The machine learning engineer role is a highly technical role that is usually relevant to companies whose main product line has a very strong data-driven component. Machine learning engineers have the practical skills relevant to a data scientist but are particularly focused on the design and application of models build with machine learning to solve real-world problems. As such, a machine learning engineer will have studied both the theoretical basis and the practical applications of machine learning and be particularly strong in related fields such as statistics, optimization, data mining, and algorithmic design.
They know how to choose the right type of model for a particular problem having a diverse array of these at their disposal. For each model, they understand the limitations and assumptions, how to tune and improve model performance as well as use the right metrics to evaluate model accuracy. Research is often a core skill for this role and candidates with a strong research background such as having a Ph.D. are highly sought after. From a practical perspective, candidates will have experience working with specialized tools and packages for machine learning such as sci-kit-learn (Python), Spark ML, R, Mahout, and so on. Candidates will most often approach this role from a computer science or statistics background.
A fantastic way to start and build up a technical conversation is to have a candidate describe how a model with which they are familiar works. Technical interviews can often be very stressful for candidates and this is one way to allow candidates to relax slightly and talk about something in which they have more experience. It doesn’t matter if they choose something very simple because the goal is to see if the candidate really understands the model and doesn’t just know the basics. Going into substantial depth on something as simple as k-nearest neighbors or linear regression can be quite revealing about a candidate.
What type of problem does the model try to solve?
Is it prone to over-fitting? If so – what can be done about this?

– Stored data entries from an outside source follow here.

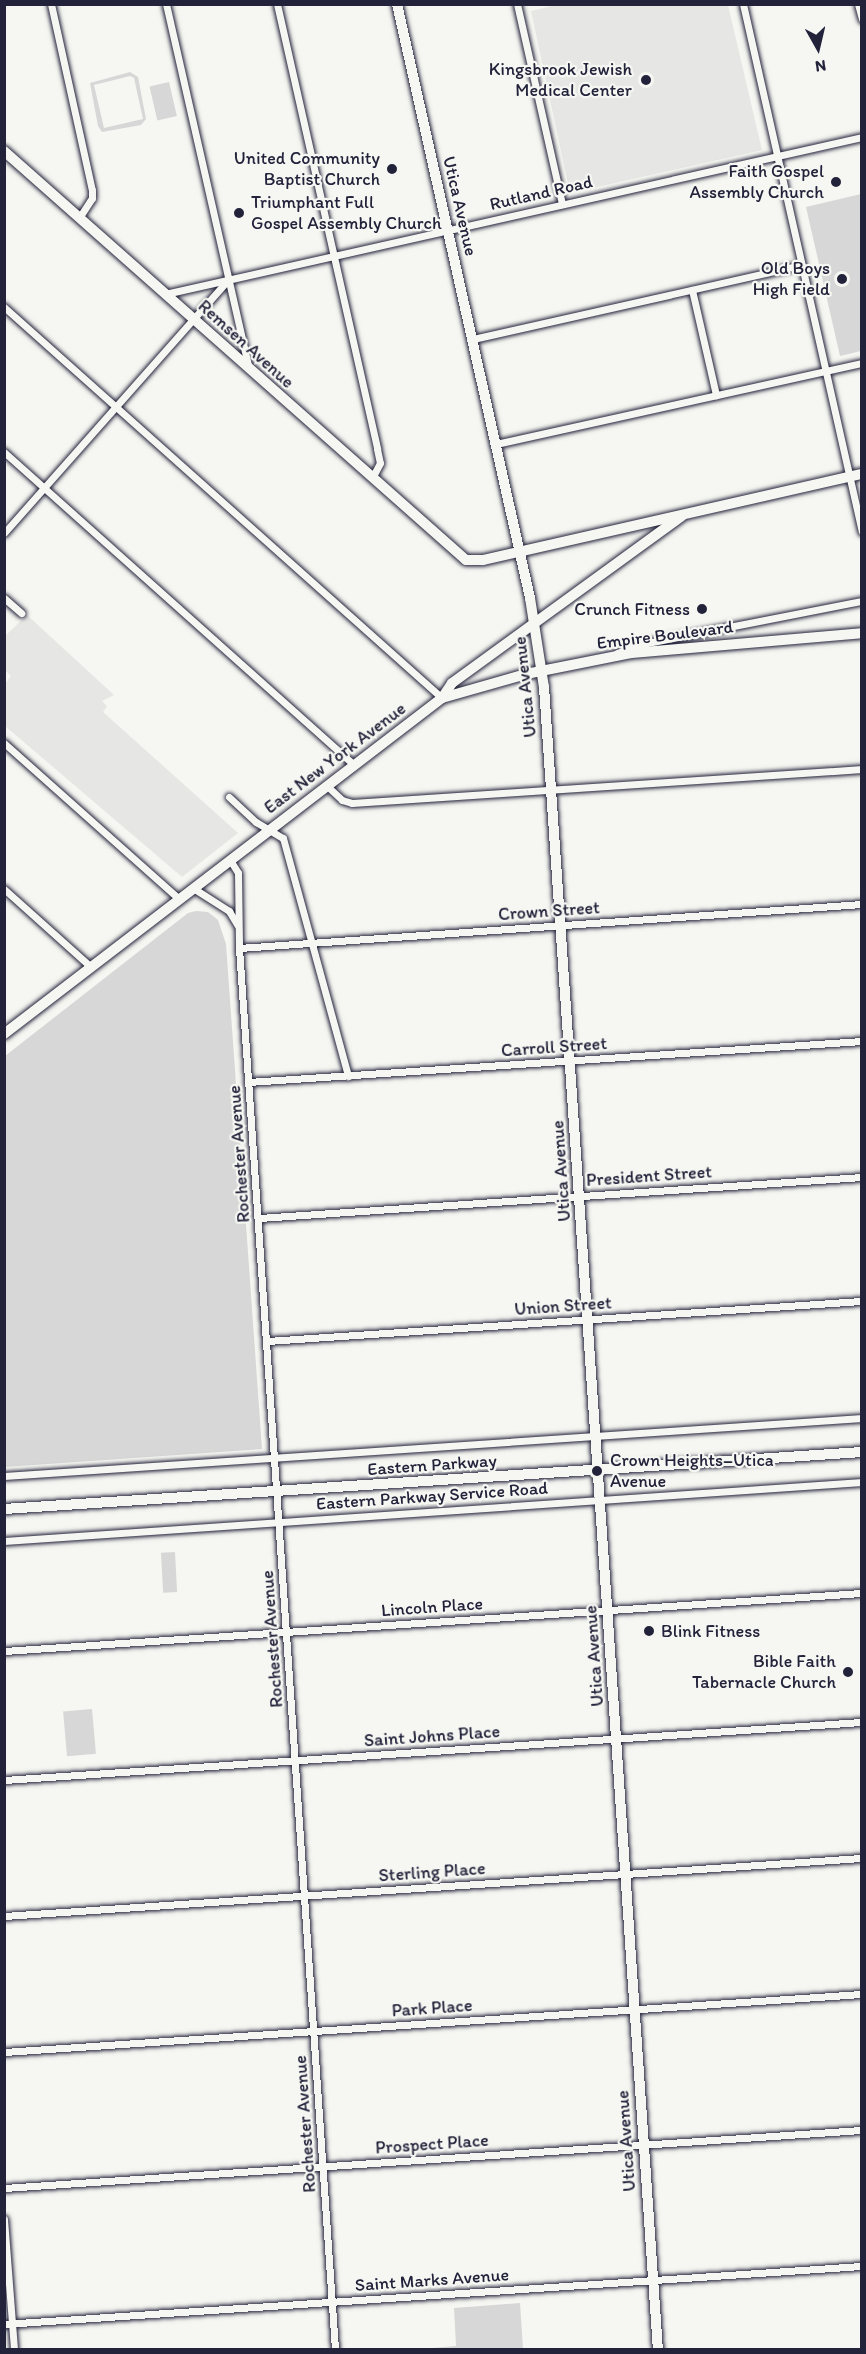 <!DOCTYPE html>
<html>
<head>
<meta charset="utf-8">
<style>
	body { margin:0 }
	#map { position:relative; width:866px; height:2354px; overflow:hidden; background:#f6f6f2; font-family:Itim,sans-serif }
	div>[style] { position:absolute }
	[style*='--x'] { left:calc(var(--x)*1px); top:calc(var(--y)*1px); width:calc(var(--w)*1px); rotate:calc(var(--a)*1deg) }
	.built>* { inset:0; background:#e6e6e4 }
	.green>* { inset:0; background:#d7d7d7; transform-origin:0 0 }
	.roads { filter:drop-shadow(0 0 2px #22223b) drop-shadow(0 0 2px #22223b) }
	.minor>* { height:7px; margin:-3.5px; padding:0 3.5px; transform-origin:3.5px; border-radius:3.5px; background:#f6f6f2 }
	.secondary>* { height:10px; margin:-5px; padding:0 5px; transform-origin:5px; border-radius:5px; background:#f6f6f2 }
	.primary>* { height:10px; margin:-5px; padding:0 5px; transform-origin:5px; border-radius:5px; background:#f6f6f2 }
	.dots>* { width:16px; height:16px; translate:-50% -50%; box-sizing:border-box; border:3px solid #f6f6f2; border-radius:50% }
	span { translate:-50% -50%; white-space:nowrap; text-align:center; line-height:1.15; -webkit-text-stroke:4.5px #f6f6f2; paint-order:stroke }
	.poi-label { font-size:18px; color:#22223b }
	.right { translate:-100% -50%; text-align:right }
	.left { translate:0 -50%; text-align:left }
	.street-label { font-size:18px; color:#22223b }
	.frame { position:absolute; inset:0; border:6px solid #22223b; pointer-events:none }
	.north { position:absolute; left:788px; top:18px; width:60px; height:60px; -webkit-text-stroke:4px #f6f6f2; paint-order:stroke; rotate:172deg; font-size:16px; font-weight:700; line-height:24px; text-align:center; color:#22223b }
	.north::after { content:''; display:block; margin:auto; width:21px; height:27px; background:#22223b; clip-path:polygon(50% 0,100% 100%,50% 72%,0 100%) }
</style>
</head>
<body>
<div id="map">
	<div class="built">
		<div style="clip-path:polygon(560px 4px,728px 5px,762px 150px,570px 193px,531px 11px)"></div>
		<div style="clip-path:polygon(27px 615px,114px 695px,102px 701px,107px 706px,103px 712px,238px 833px,182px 877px,5px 726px,5px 684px,11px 676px,5px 670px,5px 636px)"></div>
	</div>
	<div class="green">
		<div style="clip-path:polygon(evenodd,130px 72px,138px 77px,146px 119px,141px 125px,102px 132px,98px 126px,90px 83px,130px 72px,130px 76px,134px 78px,143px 119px,104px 128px,94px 85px,130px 76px)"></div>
		<div style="left:169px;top:82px;width:35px;height:20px;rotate:77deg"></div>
		<div style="clip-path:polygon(861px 194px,861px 351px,840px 356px,806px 207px)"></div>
		<div style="clip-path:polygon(196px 911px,208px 912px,218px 920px,226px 944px,262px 1449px,5px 1467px,5px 1056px,188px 913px)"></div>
		<div style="left:175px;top:1552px;width:40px;height:14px;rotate:87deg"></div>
		<div style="left:92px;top:1709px;width:45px;height:29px;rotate:85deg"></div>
		<div style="clip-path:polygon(520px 2303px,523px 2349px,421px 2349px,456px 2346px,454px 2308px)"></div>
	</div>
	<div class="roads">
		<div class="minor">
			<div style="--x:51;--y:4;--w:190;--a:77.6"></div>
			<div style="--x:92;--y:190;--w:8;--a:90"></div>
			<div style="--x:92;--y:198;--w:24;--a:123"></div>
			<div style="--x:166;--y:4;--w:371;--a:77.2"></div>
			<div style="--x:277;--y:4;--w:456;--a:77.3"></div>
			<div style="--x:377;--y:449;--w:14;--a:78"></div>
			<div style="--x:380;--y:463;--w:17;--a:118"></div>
			<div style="--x:517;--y:4;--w:205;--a:77.3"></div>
			<div style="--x:743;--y:4;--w:541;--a:77.3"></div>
			<div style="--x:858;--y:4;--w:16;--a:75"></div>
			<div style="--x:692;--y:290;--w:108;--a:77.1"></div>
			<div style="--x:165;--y:294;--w:714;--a:-12.69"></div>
			<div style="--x:4;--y:307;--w:587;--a:41.76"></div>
			<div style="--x:473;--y:339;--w:337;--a:-12.7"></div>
			<div style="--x:496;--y:444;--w:375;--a:-12.5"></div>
			<div style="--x:4;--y:452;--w:468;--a:41.8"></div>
			<div style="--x:4;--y:533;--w:338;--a:-48.5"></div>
			<div style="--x:4;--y:598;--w:23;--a:41"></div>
			<div style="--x:617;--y:653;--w:27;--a:-20"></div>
			<div style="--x:642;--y:644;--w:224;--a:-11.1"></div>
			<div style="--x:4;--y:743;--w:234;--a:41.7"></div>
			<div style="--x:326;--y:785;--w:22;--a:43"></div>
			<div style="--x:342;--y:800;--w:10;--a:17"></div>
			<div style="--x:352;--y:803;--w:511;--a:-3.81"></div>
			<div style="--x:229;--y:797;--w:37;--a:43"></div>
			<div style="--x:256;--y:822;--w:31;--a:31"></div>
			<div style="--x:283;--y:838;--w:247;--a:74.7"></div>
			<div style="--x:230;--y:860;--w:15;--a:58"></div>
			<div style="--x:238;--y:873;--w:75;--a:89.2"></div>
			<div style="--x:239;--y:948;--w:1405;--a:86.08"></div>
			<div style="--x:193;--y:888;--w:43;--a:32.6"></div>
			<div style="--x:229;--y:911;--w:17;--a:59"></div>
			<div style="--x:4;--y:889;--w:117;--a:41.9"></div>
			<div style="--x:239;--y:948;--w:625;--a:-4.04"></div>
			<div style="--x:248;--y:1082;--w:615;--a:-3.82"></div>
			<div style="--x:259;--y:1218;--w:604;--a:-3.89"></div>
			<div style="--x:267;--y:1341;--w:596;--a:-3.85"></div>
			<div style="--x:4;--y:1476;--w:860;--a:-3.87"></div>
			<div style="--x:4;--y:1541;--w:860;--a:-3.93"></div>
			<div style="--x:4;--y:1651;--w:860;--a:-3.87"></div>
			<div style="--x:4;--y:1780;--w:860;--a:-3.87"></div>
			<div style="--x:4;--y:1916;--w:860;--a:-3.87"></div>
			<div style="--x:4;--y:2052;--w:860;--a:-3.87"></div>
			<div style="--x:4;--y:2188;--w:860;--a:-3.87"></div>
			<div style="--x:4;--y:2219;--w:131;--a:85.6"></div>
			<div style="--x:4;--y:2324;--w:860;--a:-3.87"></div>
		</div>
		<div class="secondary">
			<div style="--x:397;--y:4;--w:609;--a:77.38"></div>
			<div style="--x:530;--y:598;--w:90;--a:81.1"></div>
			<div style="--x:544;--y:687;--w:1667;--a:86.08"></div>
			<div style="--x:4;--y:151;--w:617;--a:41.52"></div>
			<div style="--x:466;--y:560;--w:17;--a:0"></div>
			<div style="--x:483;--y:560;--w:389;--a:-12.8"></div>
			<div style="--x:442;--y:698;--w:87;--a:-15.9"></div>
			<div style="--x:526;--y:674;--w:107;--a:-11.3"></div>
			<div style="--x:631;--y:653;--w:232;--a:-4.9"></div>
			<div style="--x:4;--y:1034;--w:552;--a:-37.49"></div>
			<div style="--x:442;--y:698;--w:18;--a:-56"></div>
			<div style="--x:452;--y:683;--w:284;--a:-36"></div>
		</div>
		<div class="primary">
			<div style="--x:4;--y:1509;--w:860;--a:-3.8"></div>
		</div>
	</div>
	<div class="dots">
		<div style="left:646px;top:80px;background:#22223b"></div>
		<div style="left:392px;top:169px;background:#22223b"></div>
		<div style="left:836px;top:182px;background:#22223b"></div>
		<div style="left:239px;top:213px;background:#22223b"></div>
		<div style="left:842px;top:279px;background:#22223b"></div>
		<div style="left:702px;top:609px;background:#22223b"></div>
		<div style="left:597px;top:1471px;background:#22223b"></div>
		<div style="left:649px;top:1631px;background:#22223b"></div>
		<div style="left:848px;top:1672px;background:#22223b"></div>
	</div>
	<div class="poi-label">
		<span class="right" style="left:632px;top:80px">Kingsbrook Jewish<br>Medical Center</span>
		<span class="right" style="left:380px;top:169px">United Community<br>Baptist Church</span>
		<span class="right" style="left:824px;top:182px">Faith Gospel<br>Assembly Church</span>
		<span class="left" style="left:251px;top:213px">Triumphant Full<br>Gospel Assembly Church</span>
		<span class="right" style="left:830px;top:279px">Old Boys<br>High Field</span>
		<span class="right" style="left:690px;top:609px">Crunch Fitness</span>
		<span class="left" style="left:610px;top:1471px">Crown Heights–Utica<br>Avenue</span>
		<span class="left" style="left:661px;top:1631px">Blink Fitness</span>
		<span class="right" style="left:836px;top:1672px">Bible Faith<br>Tabernacle Church</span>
	</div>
	<div class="street-label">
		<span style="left:541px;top:193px;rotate:-13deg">Rutland Road</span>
		<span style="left:460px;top:206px;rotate:77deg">Utica Avenue</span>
		<span style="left:246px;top:344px;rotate:42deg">Remsen Avenue</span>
		<span style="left:665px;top:635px;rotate:-7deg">Empire Boulevard</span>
		<span style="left:525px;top:687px;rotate:-96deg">Utica Avenue</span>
		<span style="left:335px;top:758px;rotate:-37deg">East New York Avenue</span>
		<span style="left:549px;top:911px;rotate:-4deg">Crown Street</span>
		<span style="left:554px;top:1047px;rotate:-4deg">Carroll Street</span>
		<span style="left:239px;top:1154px;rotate:-94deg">Rochester Avenue</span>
		<span style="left:561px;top:1171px;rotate:-94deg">Utica Avenue</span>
		<span style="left:649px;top:1176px;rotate:-4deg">President Street</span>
		<span style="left:563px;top:1306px;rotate:-4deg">Union Street</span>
		<span style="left:432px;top:1465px;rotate:-4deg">Eastern Parkway</span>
		<span style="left:432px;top:1496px;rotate:-4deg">Eastern Parkway Service Road</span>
		<span style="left:432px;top:1607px;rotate:-4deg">Lincoln Place</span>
		<span style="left:272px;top:1639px;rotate:-94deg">Rochester Avenue</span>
		<span style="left:594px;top:1656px;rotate:-94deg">Utica Avenue</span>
		<span style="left:432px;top:1736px;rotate:-4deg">Saint Johns Place</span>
		<span style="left:432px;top:1872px;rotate:-4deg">Sterling Place</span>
		<span style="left:432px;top:2008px;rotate:-4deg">Park Place</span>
		<span style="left:305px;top:2124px;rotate:-94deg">Rochester Avenue</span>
		<span style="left:626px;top:2141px;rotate:-94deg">Utica Avenue</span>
		<span style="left:432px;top:2144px;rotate:-4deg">Prospect Place</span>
		<span style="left:432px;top:2280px;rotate:-4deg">Saint Marks Avenue</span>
	</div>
	<div class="frame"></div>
	<div class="north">N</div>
</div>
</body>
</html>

Does the model make any important assumptions about the data? When might these be unrealistic? How do we examine the data to test whether these assumptions are satisfied?
Does the model have convergence problems? Does it have a random component or will the same training data always generate the same model? How do we deal with random effects in training?
What types of data (numerical, categorical, etc…) can the model handle?
Can the model handle missing data? What could we do if we find missing fields in our data?
How interpretable is the model?
What alternative models might we use for the same type of problem that this one attempts to solve, and how does it compare to those?
Can we update the model without retraining it from the beginning?
How fast is prediction compared to other models? How fast is training compared to other models?
Does the model have any meta-parameters and thus require tuning? How do we do this?